After allocating $324 million of the $660 million purchase price to unproved reserves and $45 million to midstream assets, Chesapeake's acquisition cost for the 160 bcfe of internally estimated proved reserves will be approximately $1.82 per mcfe. Based on the company's projected development plan, which includes $750 million of anticipated future drilling and development costs, Chesapeake estimates that its all-in cost of acquiring and developing the 490 bcfe of proved and unproved reserves will be approximately $2.80 per mcfe. As a percentage of the combined purchase price, the acquisitions are located 47% in South Texas, 45% in the Fort Worth Barnett Shale and 8% in Northwest Oklahoma.

Chesapeake Increases Cost Inflation Hedges through Additional Oilfield Service Investments

To further hedge its exposure to oilfield service costs and achieve greater operational efficiencies, Chesapeake recently invested approximately $250 million to acquire a 19.9% interest in a rapidly growing privately-held provider of well stimulation and high pressure pumping services, with operations currently focused in Texas (principally in the Fort Worth Barnett Shale) and the Rocky Mountains. This service company also has expansion efforts underway in other key regions in which Chesapeake operates.

This investment complements Chesapeake's direct and indirect drilling rig investments that have served as an effective hedge to higher service costs and have also provided competitive advantages in making acquisitions and in developing the company's own leasehold on a more timely and efficient basis. To date, Chesapeake has invested approximately $254 million to build or acquire 42 drilling rigs and is building 22 additional rigs. During the 2006 third quarter, the company entered into a sale/leaseback transaction to monetize its investment in 18 rigs in exchange for cash proceeds of $188 million. These rigs are under lease to Chesapeake through 2014, at which time the company has the option to reacquire them.
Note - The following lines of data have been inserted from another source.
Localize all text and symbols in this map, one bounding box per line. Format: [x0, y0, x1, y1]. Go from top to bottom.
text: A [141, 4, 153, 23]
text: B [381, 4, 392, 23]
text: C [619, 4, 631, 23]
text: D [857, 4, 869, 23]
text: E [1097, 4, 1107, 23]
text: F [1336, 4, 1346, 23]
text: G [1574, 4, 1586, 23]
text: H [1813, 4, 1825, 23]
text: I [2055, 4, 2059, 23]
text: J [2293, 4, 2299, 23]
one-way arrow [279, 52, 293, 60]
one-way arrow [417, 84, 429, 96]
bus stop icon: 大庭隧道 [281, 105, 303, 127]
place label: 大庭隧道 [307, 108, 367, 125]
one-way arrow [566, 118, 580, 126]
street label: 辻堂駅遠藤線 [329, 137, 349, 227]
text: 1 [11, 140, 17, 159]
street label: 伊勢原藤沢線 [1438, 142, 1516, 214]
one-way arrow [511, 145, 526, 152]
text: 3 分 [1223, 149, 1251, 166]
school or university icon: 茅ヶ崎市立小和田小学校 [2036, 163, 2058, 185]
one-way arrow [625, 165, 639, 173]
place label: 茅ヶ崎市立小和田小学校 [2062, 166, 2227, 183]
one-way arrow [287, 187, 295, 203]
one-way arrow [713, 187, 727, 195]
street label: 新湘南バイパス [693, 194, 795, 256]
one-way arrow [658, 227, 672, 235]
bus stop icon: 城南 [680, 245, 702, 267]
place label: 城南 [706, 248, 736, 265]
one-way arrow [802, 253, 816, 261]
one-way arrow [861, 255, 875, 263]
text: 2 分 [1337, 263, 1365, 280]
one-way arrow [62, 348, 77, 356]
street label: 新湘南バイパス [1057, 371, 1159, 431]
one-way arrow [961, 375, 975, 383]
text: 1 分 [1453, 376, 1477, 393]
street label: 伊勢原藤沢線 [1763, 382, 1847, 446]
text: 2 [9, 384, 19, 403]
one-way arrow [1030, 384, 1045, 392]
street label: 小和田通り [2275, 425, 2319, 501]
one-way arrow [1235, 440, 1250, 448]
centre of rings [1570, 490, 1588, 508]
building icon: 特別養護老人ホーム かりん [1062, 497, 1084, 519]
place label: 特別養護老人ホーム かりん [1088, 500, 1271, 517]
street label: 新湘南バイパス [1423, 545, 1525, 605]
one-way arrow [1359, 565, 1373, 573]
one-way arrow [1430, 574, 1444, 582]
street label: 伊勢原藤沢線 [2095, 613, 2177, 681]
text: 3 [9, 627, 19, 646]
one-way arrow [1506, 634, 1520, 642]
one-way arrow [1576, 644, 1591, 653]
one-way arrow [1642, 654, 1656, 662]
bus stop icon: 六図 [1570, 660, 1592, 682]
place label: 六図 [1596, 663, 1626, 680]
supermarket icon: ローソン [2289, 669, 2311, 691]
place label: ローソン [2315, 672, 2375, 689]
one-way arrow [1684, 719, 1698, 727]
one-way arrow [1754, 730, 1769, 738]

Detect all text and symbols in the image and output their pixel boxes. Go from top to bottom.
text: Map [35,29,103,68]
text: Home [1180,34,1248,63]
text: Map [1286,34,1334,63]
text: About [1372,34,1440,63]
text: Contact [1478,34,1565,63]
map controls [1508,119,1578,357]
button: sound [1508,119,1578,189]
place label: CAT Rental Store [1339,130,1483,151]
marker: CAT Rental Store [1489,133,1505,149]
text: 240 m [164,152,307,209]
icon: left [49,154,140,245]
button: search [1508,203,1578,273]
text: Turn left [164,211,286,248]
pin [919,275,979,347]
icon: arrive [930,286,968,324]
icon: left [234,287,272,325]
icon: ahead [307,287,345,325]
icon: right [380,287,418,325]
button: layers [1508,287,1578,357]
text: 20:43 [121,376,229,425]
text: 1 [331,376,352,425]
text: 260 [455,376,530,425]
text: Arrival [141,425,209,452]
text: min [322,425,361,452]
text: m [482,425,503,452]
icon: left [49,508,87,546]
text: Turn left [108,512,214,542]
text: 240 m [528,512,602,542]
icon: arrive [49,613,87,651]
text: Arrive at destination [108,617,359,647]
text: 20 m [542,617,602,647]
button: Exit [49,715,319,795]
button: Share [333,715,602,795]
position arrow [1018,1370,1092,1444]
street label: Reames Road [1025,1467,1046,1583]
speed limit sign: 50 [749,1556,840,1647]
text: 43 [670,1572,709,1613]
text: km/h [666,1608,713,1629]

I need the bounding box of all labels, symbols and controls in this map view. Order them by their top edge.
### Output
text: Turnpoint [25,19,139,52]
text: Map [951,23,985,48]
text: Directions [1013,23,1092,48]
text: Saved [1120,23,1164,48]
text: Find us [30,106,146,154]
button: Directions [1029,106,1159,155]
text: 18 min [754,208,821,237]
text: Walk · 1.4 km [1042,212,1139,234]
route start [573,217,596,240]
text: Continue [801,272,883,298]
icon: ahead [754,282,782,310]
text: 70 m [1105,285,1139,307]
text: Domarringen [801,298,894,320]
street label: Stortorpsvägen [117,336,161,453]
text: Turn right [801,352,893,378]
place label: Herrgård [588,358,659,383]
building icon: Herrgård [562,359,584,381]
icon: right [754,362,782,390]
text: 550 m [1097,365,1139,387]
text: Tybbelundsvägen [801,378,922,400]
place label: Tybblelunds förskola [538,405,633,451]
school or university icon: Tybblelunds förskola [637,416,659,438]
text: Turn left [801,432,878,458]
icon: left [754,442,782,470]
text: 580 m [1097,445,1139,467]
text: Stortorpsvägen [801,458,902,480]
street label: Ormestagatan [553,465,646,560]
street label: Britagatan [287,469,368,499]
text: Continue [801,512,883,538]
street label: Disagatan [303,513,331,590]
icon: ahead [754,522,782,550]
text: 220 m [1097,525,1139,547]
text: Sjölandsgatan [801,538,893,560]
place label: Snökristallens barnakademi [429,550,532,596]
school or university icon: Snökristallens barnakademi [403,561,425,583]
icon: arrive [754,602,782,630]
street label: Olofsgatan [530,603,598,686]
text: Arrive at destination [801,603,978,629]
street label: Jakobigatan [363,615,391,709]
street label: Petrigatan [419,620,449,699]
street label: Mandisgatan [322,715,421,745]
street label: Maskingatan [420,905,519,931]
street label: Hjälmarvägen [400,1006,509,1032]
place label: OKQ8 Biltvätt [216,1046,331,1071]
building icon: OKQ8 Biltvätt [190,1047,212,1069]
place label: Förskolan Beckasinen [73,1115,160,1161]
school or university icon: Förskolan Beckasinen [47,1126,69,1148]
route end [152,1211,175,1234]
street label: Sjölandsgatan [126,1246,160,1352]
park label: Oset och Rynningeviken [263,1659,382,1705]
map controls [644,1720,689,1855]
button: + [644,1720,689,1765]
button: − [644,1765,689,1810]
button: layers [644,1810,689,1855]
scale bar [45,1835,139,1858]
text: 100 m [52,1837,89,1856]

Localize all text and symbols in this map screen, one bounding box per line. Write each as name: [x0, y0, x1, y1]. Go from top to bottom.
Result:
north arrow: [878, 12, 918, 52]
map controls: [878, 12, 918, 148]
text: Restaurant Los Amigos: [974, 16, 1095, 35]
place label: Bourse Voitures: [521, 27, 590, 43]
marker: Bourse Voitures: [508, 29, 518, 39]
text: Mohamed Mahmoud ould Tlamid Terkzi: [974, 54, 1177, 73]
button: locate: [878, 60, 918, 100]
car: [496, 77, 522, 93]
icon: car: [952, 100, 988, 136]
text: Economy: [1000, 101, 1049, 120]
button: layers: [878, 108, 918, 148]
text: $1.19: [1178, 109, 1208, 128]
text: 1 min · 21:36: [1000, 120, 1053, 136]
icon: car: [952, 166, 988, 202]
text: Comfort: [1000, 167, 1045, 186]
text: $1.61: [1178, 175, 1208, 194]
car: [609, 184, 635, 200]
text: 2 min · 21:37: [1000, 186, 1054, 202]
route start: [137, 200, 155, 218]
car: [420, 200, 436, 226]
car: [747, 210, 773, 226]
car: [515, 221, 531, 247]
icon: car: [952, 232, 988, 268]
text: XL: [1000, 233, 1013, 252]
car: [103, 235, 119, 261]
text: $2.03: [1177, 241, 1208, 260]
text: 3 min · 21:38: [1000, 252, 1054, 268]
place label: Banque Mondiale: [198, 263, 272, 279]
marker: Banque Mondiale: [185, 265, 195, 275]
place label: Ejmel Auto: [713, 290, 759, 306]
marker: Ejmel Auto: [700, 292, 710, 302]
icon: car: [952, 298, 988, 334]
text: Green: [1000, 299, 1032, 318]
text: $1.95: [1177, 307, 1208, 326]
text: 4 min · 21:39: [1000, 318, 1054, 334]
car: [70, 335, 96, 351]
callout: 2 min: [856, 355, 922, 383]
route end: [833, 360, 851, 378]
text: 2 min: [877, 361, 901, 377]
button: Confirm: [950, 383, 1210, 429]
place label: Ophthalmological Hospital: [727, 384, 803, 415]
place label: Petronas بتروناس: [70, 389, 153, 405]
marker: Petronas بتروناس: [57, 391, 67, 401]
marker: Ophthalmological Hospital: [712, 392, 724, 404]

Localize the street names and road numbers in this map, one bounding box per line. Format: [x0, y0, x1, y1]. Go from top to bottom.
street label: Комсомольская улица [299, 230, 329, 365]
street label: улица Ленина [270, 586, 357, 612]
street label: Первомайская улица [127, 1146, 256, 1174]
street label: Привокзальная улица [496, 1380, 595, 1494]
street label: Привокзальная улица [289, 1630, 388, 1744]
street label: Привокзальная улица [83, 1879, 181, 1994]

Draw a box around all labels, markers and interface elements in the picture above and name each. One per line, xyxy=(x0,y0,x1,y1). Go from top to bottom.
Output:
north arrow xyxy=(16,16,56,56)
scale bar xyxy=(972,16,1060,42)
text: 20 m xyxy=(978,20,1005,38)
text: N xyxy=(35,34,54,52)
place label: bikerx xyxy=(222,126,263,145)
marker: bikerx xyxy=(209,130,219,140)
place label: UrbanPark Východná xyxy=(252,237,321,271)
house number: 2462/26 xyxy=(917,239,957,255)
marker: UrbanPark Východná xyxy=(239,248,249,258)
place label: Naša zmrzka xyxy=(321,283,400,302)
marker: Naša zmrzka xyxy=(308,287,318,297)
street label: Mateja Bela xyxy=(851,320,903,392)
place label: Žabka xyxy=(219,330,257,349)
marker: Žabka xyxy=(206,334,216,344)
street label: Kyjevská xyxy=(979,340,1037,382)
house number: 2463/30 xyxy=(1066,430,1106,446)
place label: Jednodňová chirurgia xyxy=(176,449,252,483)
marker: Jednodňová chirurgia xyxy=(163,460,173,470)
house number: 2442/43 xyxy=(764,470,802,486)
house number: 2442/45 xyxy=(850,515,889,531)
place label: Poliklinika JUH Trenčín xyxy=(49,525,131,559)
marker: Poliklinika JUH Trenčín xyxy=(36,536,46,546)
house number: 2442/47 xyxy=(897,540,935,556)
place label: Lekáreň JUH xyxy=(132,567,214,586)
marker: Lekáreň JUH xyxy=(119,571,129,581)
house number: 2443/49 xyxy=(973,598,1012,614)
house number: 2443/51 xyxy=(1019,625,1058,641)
In total, the company's drilling rig fleet should reach 82 rigs by mid-year 2007, which would rank Chesapeake as the sixth largest drilling rig contractor in the U.S. Additionally, the company has a $69 million investment in two private drilling rig contractors, DHS Drilling Company and Mountain Drilling Company, in which Chesapeake's equity ownership is approximately 45% and 49%, respectively. DHS owns 16 rigs and Mountain is operating two rigs and has another eight rigs under construction or on order for delivery in 2006 and 2007.

Chesapeake Significantly Expands Acreage Position in the Fort Worth Barnett Shale Play in Johnson, Tarrant and Western Dallas Counties

During the third quarter, Chesapeake significantly expanded its holdings in the Fort Worth Barnett Shale play through acquisitions totaling approximately 55,400 net acres primarily in Johnson, Tarrant and western Dallas counties. These transactions included 26,500 net acres acquired from Four Sevens Oil Co. Ltd. and Sinclair Oil Corporation, 16,600 net acres acquired from the Dallas/Fort Worth International Airport Board and the cities of Dallas and Fort Worth and 12,300 net acres acquired in two transactions with Dale Resources, LLC, et al. In addition, Chesapeake has continued its ongoing "off-the-ground" leasing efforts in the play through numerous transactions with various municipalities, school districts and industrial and commercial property owners.

Chesapeake's Tier 1 leasehold position now totals approximately 150,000 net acres and is concentrated in the "sweet spot" of Johnson, Tarrant and western Dallas counties. On this acreage, the company believes it has the ability to drill approximately 2,100 additional net horizontal wells with lateral lengths of approximately 3,000 feet on 500 foot average well spacing. The company's expected results for wells drilled on its Tier 1 acreage are $2.7 million to develop 2.45 gross bcfe (1.8 net bcfe after royalties and other burdens). From its Fort Worth Barnett Shale acreage position, Chesapeake is now producing approximately 240 gross mmcfe per day (168 net mmcfe) from 347 gross operated wells, of which Chesapeake has drilled 213 and has acquired 134.

Chesapeake is currently utilizing 17 operated drilling rigs to develop its Fort Worth Barnett Shale acreage and by the end of 2006 should have approximately 24 operated rigs drilling in the play. For 2007 and 2008, Chesapeake is budgeting an average operated drilling rig count of 30-35 rigs in the play. From a program of this scale, the company believes that it should be able to drill 450-500 wells per year and should be able to replace 125-150% of the company's total production from its Fort Worth Barnett Shale drilling program alone. This would leave approximately 100 additional operated rigs to deliver further growth in production and proved reserves elsewhere.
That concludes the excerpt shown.